I had an issue where I was trying to get the top 'n' records from each group (day) or records in my database. After a bunch of digging I found some great answers and they did in fact solve my problem.
However, my noob-ness is preventing me from understanding exactly WHY these "counting" solutions work. If someone with better SQL knowledge can explain, that would be really great.
EDIT: here's more details
Let's say I had a table described below with this sample data. (To make things simpler, I have a column that kept track of the time of the next upcoming midnight, in order to group 'per day' better).
id | vote_time | time_of_midnight |    name    | votes_yay | votes_nay
------------------------------------------------------------------------
 1 |     a     |        b         |  Person p  |    24     |     36
 1 |     a     |        b         |  Person q  |    20     |     10
 1 |     a     |        b         |  Person r  |    42     |     22
 1 |     c     |        d         |  Person p  |     8     |     10
 1 |     c     |        d         |  Person s  |   120     |     63
- There can be tens or hundreds of "People" per day (b, d, ...)
- id is some other column I needed in order to group by (you can think of it as an election id if that helps)

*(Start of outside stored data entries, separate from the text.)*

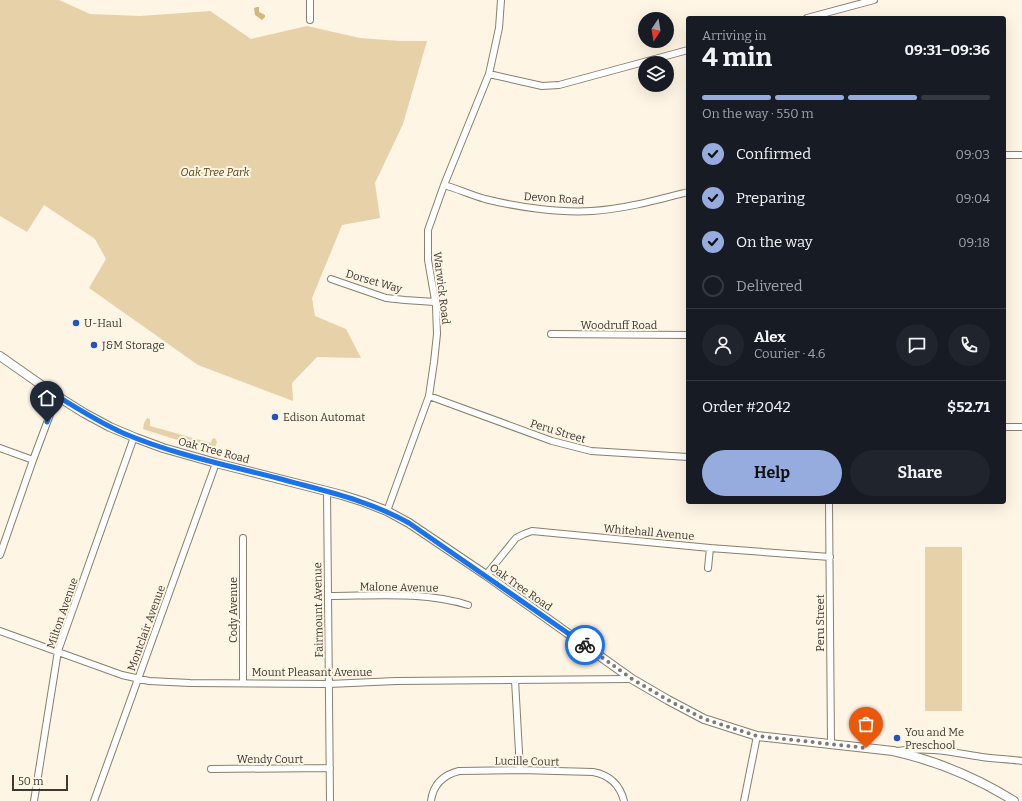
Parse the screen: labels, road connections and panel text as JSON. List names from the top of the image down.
{
  "streets": {
    "main road": ["Oak Tree Road"],
    "street": [
      "Devon Road",
      "Dorset Way",
      "Warwick Road",
      "Woodruff Road",
      "Peru Street",
      "Whitehall Avenue",
      "Malone Avenue",
      "Cody Avenue",
      "Fairmount Avenue",
      "Milton Avenue",
      "Montclair Avenue",
      "Mount Pleasant Avenue",
      "Wendy Court",
      "Lucille Court"
    ]
  },
  "crossings": [
    ["Devon Road", "Warwick Road"],
    ["Dorset Way", "Warwick Road"],
    ["Warwick Road", "Peru Street"],
    ["Warwick Road", "Oak Tree Road"],
    ["Peru Street", "Oak Tree Road"],
    ["Peru Street", "Whitehall Avenue"],
    ["Oak Tree Road", "Whitehall Avenue"],
    ["Oak Tree Road", "Fairmount Avenue"],
    ["Oak Tree Road", "Milton Avenue"],
    ["Oak Tree Road", "Montclair Avenue"],
    ["Oak Tree Road", "Mount Pleasant Avenue"],
    ["Malone Avenue", "Fairmount Avenue"],
    ["Cody Avenue", "Mount Pleasant Avenue"],
    ["Fairmount Avenue", "Mount Pleasant Avenue"],
    ["Fairmount Avenue", "Wendy Court"],
    ["Milton Avenue", "Mount Pleasant Avenue"],
    ["Montclair Avenue", "Mount Pleasant Avenue"]
  ],
  "parks": ["Oak Tree Park"],
  "places": [
    "U-Haul",
    "J&M Storage",
    "Edison Automat",
    "You and Me Preschool"
  ],
  "scale_bar": "50 m",
  "north": "bottom",
  "page": {
    "heading": ["4 min", "Arriving in", "09:31–09:36"],
    "panel": [
      "Alex",
      "Courier · 4.6",
      "Order #2042",
      "$52.71"
    ],
    "bar": "On the way · 550 m",
    "list": [
      ["Confirmed", "09:03"],
      ["Preparing", "09:04"],
      ["On the way", "09:18"],
      "Delivered"
    ],
    "buttons": ["Help", "Share"],
    "scale": "50 m"
  }
}
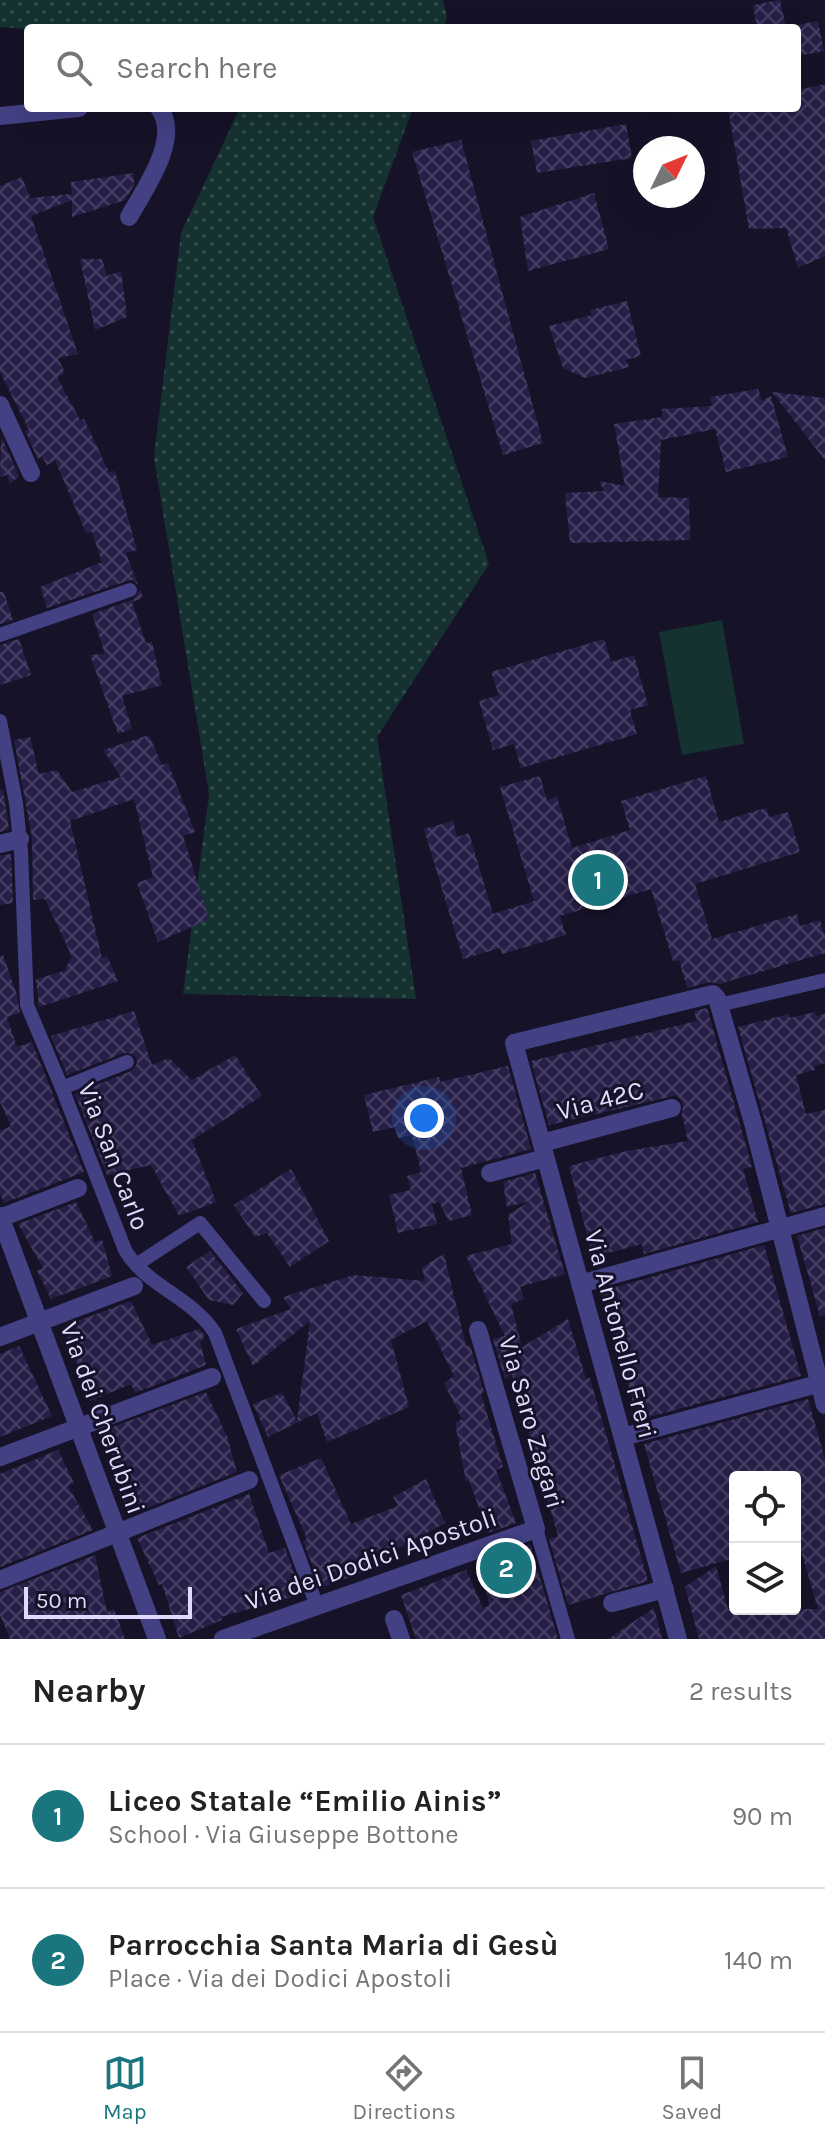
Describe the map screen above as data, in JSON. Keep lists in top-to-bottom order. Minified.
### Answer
{"streets":{"street":["Via 42C","Via San Carlo","Via Antonello Freri","Via dei Cherubini","Via Saro Zagari","Via dei Dodici Apostoli"]},"crossings":[["Via 42C","Via Antonello Freri"],["Via San Carlo","Via dei Dodici Apostoli"],["Via Saro Zagari","Via dei Dodici Apostoli"]],"scale_bar":"50 m","north":"top right","page":{"search":"Search here","pins":["1","2"],"scale":"50 m","heading":["Nearby","2 results"],"list":[{"mark":"1","name":"Liceo Statale “Emilio Ainis”","note":"School · Via Giuseppe Bottone","value":"90 m"},{"mark":"2","name":"Parrocchia Santa Maria di Gesù","note":"Place · Via dei Dodici Apostoli","value":"140 m"}],"nav":["Map","Directions","Saved"]}}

I'm trying to calculate the top 5 names that had the highest number of votes per day, in descending order. I was able to use the referenced articles to create a query that would give me the following results (on Oracle):
SELECT name, time_of_midnight, votes_yay, votes_nay, (votes_yay+votes_nay) AS total_votes
FROM results a
WHERE id=1 AND (
    SELECT COUNT(*) 
    FROM results b
    WHERE b.id=a.id AND b.time_of_midnight=a.time_of_midnight AND (a.votes_yay+a.votes_nay) >= (b.votes_yay+b.votes_nay)) <= 5
ORDER BY time_of_midnight DESC, total_votes DESC;
   name    | time_of_midnight | votes_yay | votes_nay | total_votes
------------------------------------------------------------------------
 Person s  |         d        |     120   |     63    |     183
 Person p  |         d        |       8   |     10    |      18
 Person r  |         b        |      42   |     22    |      64
 Person p  |         b        |      24   |     36    |      60
 Person q  |         b        |      20   |     10    |      30
So I'm not really sure
- Why this counting method works?
- [stupid]: Why don't I need to also include namein the inner query to make sure it doesn't join the data incorrectly?